También tiene consecuencias a medio y largo plazo, sobre todo en las pensiones: a día de hoy, la pensión contributiva de las mujeres apenas llega a los 800 euros frente a los pocos más de 1200 euros de los hombres. 

En España, el Instituto Nacional de Estadística cifra la brecha salarial de género en un 21,1%. La ganancia media anual de los hombres supera los 26.000 euros y la de las mujeres apenas llega a los 21.000 euros. Las causas de esta brecha salarial son diversas, pero la segregación del mercado laboral está entre las más importantes. Mujeres y hombres trabajamos en ámbitos y sectores diferentes, siendo las mujeres las que estamos mayoritariamente presentes en el sector servicios, cuidados, educación y sanitario. El 75% del personal sanitario que está en primera línea somos mujeres.

Cuidamos la vida desde sectores que, paradójicamente, están menos valorados socialmente, precarios y peor retribuidos, aunque la pandemia ha vuelto a demostrar que se trata de trabajos esenciales para el mantenimiento de la sociedad.

 

El 90% de las excedencias para el cuidado de personas mayores o hijos e hijas las solicitamos las mujeres. Porcentaje vinculado al desigual reparto de tareas de cuidados y domésticas. Además, a día de hoy, más del 70% de los contratos a tiempo parcial los ocupan las mujeres.

Como vemos, antes del estallido de la pandemia, la vida de las mujeres estaba marcada por las precarias condiciones en las que desarrollamos los trabajos y tareas que sostienen y cuidan la vida. Este 8 de marzo, queremos que la sociedad y las administraciones reconozcan esta realidad y que se comprometan a tener en cuenta el impacto de género en las consecuencias sociales y económicas de la crisis, poniendo todos los recursos necesarios para contener el agravamiento de las desigualdades.

Porque somos las mujeres las que nos hemos quedado solas y aisladas a merced de nuestros maltratadores durante los confinamientos, sufriendo la violencia machista nosotras y nuestros hijos e hijas. 

Porque nosotras no ponemos el contador a cero y gritamos por todas las víctimas de asesinatos machistas, las 12 mujeres asesinadas en lo que llevamos de año y todas las hermanas y menores víctimas de esta violencia estructural, cuantificadas oficialmente o no.

Sobran las razones para que este 8M se vista de morado.

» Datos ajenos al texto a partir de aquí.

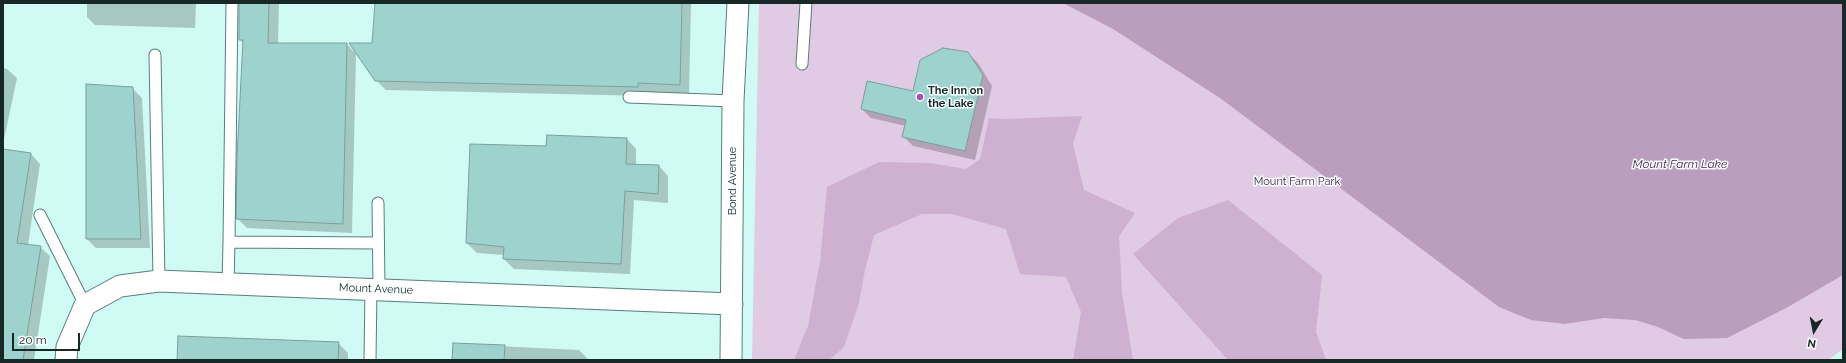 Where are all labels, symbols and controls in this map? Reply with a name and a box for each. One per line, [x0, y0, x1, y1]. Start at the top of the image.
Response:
place label: The Inn on the Lake [928, 84, 983, 110]
marker: The Inn on the Lake [915, 92, 925, 102]
street label: Bond Avenue [726, 147, 740, 215]
water label: Mount Farm Lake [1633, 157, 1727, 171]
park label: Mount Farm Park [1254, 175, 1340, 189]
street label: Mount Avenue [339, 281, 413, 297]
north arrow [1794, 311, 1834, 351]
scale bar [14, 325, 82, 351]
text: 20 m [19, 333, 47, 347]
text: N [1807, 336, 1817, 350] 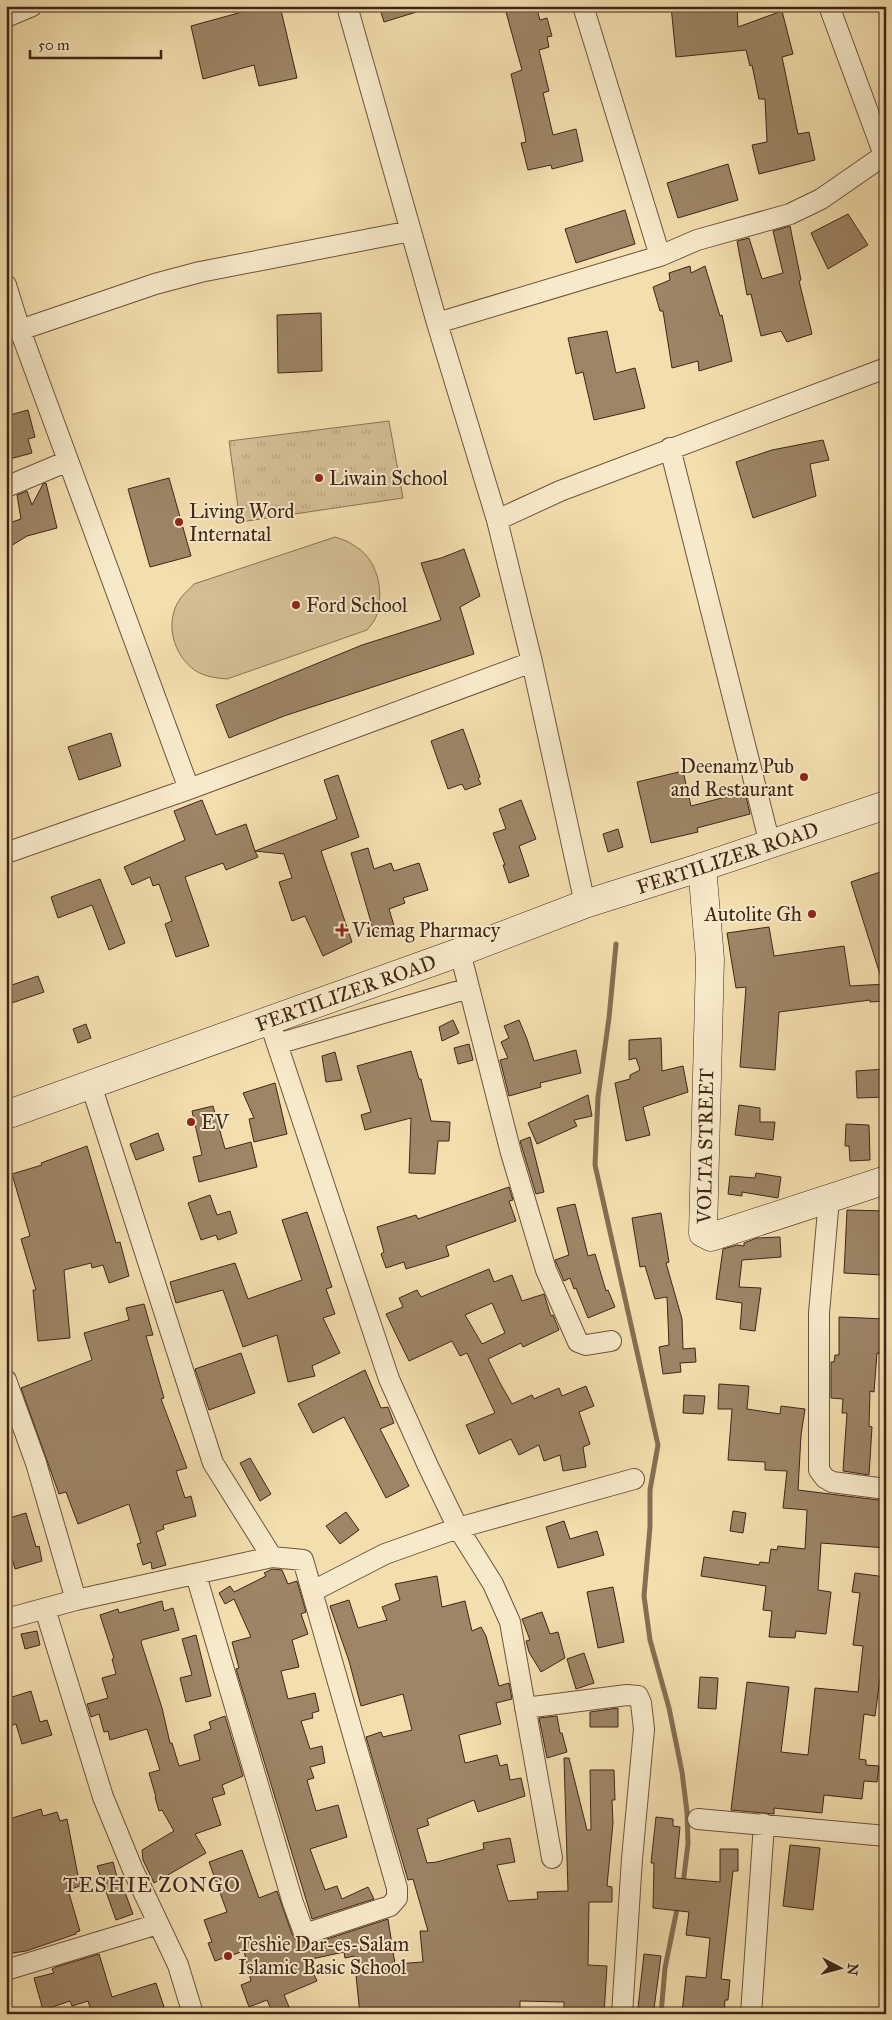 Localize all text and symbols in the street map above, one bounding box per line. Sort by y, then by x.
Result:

Para que nuestros balcones se vistan de morado, para que cada una de nosotras seamos la representación de un movimiento que no empieza ni termina este día, sino que es parte de un proceso de lucha colectiva por nuestros derechos, por la igualdad real y por nuestra libertad.

Este #8MMásQueNunca señalamos que las crisis económicas o sanitarias entienden de género y afectan de forma directa e indirecta a las personas más vulnerables de nuestra sociedad: las mujeres. Así lo demuestran los informes, estadísticas y estudios realizados sobre la incidencia y las consecuencias de la terrible pandemia que estamos afrontando.

Este 8M, las mujeres y todas aquellas personas dispuestas a clamar por una sociedad más equitativa y contra todo tipo de desigualdades y violencias contra las mujeres levantamos la voz para decir alto y claro: sobrevivimos en una sociedad estructuralmente desigual, las violencias machistas existen y se ejercen sobre las mujeres por el simple hecho de serlo, nuestros trabajos y tareas de cuidados ni se remuneran ni se reconocen. La justicia y las instituciones nos están fallando. 

Este 8 de marzo, ante la emergencia social, el feminismo es esencial.